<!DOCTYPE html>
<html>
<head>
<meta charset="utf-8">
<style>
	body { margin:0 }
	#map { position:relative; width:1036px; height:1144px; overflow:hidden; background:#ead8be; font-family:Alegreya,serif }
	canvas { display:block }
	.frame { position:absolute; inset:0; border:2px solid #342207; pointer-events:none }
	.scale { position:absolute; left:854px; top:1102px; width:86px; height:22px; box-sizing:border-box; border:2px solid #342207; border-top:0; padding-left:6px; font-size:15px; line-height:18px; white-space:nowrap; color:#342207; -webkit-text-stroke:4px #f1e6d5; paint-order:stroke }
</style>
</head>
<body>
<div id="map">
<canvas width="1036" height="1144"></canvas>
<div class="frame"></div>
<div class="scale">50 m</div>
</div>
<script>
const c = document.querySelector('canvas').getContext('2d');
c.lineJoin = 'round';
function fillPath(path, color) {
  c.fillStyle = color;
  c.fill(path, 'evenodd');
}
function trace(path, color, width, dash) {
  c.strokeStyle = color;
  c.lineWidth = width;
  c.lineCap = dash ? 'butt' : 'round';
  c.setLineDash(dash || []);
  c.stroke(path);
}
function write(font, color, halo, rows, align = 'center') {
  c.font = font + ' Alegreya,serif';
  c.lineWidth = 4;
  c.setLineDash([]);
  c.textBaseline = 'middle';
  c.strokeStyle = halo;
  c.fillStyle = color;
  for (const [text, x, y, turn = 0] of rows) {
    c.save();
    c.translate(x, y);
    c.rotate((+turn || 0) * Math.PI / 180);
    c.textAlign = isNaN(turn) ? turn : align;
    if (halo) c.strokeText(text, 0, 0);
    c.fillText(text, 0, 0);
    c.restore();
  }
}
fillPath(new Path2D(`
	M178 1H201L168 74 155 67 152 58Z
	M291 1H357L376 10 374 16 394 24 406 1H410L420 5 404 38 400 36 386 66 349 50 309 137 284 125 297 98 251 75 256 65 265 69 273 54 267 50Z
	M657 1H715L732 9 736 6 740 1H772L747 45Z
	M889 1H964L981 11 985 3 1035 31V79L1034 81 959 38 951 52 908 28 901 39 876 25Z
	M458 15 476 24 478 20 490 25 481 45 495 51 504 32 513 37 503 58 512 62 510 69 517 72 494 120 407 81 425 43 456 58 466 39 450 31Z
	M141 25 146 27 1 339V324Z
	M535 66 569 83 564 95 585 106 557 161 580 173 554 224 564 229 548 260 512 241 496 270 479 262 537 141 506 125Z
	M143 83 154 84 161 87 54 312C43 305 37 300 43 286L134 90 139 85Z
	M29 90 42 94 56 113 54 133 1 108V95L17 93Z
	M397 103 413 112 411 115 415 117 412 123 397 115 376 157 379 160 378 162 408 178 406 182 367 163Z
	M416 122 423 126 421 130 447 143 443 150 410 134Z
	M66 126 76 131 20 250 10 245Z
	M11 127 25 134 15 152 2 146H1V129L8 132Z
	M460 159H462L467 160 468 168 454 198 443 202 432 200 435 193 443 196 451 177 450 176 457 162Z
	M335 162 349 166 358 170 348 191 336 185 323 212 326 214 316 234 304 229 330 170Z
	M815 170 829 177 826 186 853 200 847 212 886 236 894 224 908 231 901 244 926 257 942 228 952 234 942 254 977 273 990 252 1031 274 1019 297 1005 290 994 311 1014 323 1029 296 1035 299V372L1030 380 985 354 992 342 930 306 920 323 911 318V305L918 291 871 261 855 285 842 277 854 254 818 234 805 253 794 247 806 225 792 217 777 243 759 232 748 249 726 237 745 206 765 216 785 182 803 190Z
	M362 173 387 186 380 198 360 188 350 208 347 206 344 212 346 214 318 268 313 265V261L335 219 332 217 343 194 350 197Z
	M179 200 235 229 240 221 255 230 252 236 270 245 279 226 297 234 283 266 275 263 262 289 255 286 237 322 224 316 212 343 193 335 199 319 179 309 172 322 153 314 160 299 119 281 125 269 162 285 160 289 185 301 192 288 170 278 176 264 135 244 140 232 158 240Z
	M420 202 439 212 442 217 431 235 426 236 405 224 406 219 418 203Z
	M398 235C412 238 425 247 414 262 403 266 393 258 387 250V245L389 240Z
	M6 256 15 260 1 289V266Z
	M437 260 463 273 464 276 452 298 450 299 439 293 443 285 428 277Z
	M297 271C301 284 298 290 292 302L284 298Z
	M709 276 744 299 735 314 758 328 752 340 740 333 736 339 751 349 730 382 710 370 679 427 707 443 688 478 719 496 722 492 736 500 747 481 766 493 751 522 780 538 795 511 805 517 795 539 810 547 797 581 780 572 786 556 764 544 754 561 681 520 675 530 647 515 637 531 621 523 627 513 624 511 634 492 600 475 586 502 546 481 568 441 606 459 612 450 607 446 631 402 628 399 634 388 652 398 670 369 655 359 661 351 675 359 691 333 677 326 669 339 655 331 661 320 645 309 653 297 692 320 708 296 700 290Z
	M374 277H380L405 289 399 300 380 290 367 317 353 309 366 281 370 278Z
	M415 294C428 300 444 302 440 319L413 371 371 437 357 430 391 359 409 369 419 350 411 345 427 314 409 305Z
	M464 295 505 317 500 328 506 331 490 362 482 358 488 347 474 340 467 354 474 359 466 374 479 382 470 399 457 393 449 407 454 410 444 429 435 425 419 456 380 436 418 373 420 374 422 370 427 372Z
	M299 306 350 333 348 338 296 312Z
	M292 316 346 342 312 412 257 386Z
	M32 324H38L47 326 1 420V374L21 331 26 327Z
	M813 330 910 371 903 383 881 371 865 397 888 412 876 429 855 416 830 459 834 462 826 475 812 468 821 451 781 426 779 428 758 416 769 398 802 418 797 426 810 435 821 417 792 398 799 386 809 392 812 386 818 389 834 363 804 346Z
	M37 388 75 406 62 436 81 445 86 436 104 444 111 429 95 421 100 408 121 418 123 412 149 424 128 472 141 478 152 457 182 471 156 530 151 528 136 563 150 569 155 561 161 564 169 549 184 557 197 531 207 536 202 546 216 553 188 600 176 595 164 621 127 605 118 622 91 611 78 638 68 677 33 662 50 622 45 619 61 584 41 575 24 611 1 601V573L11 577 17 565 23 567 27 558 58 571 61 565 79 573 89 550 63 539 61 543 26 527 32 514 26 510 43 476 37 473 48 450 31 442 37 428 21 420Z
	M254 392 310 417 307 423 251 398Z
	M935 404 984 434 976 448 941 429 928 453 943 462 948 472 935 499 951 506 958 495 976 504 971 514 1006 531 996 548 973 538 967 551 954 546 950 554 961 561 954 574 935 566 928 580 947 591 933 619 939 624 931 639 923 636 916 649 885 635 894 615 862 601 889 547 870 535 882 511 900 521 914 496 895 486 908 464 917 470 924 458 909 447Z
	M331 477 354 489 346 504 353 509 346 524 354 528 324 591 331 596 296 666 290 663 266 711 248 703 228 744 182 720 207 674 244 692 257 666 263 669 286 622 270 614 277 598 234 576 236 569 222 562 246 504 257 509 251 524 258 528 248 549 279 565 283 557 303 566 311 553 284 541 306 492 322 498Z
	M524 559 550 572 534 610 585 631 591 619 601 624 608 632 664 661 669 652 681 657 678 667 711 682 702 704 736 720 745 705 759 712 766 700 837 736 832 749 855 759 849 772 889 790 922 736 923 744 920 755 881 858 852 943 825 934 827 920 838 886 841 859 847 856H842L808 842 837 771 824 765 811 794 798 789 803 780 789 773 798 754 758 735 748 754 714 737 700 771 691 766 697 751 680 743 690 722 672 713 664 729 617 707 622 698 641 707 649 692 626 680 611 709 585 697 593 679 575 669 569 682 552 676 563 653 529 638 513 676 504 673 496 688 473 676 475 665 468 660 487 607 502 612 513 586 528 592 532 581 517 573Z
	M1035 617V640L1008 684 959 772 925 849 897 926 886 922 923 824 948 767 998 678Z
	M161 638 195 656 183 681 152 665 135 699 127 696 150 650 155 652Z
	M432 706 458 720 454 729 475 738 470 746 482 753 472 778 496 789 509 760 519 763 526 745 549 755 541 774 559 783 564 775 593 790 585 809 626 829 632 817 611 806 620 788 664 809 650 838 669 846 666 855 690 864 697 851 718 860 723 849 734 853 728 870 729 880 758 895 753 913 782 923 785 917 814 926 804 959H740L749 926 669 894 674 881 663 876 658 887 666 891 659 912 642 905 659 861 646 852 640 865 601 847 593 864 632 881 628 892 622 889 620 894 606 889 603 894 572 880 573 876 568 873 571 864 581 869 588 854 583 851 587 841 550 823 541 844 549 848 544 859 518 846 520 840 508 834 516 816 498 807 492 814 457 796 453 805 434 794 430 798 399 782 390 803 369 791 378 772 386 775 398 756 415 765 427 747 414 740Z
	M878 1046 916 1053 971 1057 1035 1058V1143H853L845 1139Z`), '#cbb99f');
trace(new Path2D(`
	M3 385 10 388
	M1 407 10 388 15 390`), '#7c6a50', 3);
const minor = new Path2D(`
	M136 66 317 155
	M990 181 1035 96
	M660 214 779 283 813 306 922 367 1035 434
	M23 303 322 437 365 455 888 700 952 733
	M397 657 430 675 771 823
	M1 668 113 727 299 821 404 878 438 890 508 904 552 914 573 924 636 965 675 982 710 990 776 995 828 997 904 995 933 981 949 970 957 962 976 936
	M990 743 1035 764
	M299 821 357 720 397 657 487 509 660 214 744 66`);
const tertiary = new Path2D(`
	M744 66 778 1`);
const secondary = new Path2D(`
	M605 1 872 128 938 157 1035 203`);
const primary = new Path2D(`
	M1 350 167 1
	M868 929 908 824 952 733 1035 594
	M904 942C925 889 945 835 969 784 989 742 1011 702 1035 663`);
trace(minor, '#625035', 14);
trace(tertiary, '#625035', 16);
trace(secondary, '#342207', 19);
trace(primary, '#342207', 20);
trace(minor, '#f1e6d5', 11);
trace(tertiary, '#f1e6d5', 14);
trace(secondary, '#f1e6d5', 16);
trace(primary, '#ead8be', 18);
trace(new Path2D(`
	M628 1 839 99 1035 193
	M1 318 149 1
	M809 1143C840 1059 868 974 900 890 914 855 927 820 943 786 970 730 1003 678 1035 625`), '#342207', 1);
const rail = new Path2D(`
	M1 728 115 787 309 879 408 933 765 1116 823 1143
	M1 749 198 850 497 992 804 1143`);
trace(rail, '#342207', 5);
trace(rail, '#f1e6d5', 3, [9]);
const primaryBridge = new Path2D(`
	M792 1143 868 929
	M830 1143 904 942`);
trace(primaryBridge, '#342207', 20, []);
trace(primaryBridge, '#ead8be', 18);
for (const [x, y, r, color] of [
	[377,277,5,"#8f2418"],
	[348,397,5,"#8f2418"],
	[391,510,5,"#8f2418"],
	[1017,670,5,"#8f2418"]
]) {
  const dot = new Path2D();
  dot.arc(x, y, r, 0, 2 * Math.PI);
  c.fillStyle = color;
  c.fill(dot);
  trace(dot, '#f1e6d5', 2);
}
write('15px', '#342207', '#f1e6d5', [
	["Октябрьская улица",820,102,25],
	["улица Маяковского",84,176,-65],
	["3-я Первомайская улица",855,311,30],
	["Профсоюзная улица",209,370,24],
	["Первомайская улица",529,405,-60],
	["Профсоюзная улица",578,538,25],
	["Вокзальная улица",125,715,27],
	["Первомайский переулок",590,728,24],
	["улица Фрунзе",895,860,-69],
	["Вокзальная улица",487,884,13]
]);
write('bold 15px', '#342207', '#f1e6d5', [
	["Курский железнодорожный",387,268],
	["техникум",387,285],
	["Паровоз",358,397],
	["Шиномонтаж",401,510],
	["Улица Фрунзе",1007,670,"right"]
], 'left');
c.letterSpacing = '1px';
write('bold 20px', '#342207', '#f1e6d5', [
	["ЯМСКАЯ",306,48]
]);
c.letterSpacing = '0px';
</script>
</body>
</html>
==========
Description of the task | If a line in the data holds the string "turn", copy that line.

Exercise solution |
  for (const [text, x, y, turn = 0] of rows) {
    c.rotate((+turn || 0) * Math.PI / 180);
    c.textAlign = isNaN(turn) ? turn : align;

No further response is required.